= What is required =
Give again, word for word, each line from the top of the listing through the line that holds "1px #d5d6d8) drop-shadow(0".

== Segment start ==

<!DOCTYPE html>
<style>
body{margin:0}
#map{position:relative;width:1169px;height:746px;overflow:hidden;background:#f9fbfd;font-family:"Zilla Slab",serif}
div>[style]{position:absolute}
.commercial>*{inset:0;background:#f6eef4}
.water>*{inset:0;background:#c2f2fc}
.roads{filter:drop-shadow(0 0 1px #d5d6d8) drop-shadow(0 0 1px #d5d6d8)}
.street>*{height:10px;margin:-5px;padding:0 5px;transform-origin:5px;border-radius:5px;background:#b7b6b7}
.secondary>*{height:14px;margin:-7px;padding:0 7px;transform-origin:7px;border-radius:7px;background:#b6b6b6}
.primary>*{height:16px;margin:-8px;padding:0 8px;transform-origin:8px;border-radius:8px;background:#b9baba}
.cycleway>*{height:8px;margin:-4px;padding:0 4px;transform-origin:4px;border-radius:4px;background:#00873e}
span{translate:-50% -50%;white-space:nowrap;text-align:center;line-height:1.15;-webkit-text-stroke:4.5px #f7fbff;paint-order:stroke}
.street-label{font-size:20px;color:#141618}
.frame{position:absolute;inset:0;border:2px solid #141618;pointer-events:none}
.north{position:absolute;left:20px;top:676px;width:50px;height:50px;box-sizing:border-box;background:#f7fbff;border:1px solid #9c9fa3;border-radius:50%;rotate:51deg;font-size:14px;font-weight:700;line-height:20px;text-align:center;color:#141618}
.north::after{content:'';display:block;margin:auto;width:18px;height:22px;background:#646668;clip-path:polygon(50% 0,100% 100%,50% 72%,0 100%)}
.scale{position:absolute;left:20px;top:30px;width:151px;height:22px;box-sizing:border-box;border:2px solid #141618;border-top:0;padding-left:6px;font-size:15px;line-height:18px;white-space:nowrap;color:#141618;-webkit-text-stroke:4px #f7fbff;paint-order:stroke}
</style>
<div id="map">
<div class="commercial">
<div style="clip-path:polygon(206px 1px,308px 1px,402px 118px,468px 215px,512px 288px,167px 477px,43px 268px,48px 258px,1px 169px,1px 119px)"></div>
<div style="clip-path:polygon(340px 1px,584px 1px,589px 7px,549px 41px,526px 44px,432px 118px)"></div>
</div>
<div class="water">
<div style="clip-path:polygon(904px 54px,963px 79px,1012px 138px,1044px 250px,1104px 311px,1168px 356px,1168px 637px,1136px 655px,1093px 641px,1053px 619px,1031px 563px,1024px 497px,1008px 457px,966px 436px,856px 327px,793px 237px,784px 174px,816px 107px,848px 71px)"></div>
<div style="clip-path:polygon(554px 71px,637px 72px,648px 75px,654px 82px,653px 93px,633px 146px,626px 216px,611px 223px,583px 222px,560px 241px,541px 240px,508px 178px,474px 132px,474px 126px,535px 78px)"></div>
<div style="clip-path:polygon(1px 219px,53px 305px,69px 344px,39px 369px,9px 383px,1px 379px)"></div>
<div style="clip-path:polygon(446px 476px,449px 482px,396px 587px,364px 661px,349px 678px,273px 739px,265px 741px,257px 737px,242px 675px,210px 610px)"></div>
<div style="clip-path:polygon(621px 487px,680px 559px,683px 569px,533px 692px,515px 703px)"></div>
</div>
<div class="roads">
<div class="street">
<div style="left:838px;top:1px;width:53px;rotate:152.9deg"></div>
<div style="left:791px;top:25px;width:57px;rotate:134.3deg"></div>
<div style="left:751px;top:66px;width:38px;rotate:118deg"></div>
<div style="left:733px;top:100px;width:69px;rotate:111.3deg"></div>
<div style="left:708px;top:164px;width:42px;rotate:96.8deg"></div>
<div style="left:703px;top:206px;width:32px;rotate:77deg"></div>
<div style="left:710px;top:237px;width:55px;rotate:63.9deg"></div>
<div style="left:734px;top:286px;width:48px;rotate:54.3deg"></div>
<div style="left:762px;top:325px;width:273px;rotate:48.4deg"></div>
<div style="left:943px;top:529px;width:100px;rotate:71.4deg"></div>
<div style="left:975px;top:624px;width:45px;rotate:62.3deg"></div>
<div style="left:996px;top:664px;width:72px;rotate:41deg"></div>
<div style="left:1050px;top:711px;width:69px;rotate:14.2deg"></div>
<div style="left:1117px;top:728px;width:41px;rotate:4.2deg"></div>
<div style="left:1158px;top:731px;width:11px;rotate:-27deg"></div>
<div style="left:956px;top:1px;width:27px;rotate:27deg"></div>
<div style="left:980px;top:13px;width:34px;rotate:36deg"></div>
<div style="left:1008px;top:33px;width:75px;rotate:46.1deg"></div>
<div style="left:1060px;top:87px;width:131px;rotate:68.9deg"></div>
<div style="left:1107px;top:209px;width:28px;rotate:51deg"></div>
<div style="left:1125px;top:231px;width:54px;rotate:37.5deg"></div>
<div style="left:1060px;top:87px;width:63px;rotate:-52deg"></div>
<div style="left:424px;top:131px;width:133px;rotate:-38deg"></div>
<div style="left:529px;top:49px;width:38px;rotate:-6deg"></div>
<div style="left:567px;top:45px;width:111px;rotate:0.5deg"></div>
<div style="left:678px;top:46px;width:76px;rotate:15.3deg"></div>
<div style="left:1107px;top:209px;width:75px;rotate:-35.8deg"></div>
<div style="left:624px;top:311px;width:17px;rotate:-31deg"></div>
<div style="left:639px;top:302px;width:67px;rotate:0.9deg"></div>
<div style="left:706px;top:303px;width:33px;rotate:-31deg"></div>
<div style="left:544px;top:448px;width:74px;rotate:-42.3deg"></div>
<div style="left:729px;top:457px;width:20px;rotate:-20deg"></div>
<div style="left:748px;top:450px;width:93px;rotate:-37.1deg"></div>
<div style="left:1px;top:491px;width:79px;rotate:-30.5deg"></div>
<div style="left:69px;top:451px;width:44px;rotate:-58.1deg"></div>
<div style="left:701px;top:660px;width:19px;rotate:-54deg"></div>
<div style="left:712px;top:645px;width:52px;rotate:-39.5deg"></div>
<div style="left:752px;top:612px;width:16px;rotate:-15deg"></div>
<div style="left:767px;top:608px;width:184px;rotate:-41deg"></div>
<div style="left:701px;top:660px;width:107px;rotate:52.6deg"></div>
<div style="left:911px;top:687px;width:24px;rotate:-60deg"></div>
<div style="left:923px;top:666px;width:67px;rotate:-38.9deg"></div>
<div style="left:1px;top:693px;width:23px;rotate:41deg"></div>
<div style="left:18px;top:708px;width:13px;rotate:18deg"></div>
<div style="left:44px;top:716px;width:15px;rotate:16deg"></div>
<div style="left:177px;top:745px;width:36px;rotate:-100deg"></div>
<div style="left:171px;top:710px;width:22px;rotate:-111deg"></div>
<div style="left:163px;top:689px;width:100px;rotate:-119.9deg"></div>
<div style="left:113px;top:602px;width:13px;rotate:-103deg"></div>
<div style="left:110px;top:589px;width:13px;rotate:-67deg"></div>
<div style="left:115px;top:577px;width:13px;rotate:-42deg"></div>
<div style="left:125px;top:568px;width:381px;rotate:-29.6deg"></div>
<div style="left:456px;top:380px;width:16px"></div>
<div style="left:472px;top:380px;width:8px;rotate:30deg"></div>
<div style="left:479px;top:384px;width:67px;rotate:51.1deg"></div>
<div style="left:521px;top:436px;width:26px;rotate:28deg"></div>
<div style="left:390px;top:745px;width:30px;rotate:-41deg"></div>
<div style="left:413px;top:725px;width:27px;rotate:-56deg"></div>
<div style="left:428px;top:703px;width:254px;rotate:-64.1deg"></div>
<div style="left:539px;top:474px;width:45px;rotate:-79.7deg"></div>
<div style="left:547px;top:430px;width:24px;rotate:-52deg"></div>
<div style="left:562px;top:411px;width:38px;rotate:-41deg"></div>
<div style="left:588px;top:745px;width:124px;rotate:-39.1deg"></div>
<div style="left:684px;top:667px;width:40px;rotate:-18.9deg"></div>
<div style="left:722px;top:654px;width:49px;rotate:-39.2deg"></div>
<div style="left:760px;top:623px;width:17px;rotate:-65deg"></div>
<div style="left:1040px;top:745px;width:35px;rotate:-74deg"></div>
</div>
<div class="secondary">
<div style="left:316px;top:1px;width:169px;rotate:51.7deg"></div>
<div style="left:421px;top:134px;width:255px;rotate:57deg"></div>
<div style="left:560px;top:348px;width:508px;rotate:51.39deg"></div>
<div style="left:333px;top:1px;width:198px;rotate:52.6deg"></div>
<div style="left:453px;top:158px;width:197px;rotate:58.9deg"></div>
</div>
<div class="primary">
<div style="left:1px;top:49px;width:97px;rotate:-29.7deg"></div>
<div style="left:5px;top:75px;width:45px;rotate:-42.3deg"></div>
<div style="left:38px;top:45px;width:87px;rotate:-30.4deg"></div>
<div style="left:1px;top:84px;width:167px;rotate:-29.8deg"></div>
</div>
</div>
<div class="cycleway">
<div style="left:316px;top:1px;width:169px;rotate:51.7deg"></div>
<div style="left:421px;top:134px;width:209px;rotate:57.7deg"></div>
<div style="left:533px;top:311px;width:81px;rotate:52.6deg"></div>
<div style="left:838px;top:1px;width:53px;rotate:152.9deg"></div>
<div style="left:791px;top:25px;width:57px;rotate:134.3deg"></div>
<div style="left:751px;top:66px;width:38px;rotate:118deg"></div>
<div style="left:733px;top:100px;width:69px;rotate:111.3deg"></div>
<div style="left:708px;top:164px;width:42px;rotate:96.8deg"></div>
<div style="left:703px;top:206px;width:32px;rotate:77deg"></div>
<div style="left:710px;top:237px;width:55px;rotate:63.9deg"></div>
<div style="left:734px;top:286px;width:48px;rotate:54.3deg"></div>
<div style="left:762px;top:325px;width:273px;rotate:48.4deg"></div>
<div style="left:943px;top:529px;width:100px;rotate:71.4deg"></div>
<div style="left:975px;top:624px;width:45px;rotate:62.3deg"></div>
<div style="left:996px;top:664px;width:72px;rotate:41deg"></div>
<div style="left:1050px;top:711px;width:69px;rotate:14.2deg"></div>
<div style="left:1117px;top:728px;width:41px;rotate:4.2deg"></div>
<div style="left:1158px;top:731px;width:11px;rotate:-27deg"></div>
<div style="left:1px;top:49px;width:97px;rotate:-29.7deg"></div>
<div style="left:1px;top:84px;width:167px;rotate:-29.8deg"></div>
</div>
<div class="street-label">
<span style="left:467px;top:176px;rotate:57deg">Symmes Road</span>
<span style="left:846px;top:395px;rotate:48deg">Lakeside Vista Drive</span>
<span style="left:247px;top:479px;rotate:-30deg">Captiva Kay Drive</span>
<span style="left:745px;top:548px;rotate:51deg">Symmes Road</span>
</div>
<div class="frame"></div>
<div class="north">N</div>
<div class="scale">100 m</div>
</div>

== Segment end ==

= Solution below =
<!DOCTYPE html>
<style>
body{margin:0}
#map{position:relative;width:1169px;height:746px;overflow:hidden;background:#f9fbfd;font-family:"Zilla Slab",serif}
div>[style]{position:absolute}
.commercial>*{inset:0;background:#f6eef4}
.water>*{inset:0;background:#c2f2fc}
.roads{filter:drop-shadow(0 0 1px #d5d6d8) drop-shadow(0 0 1px #d5d6d8)}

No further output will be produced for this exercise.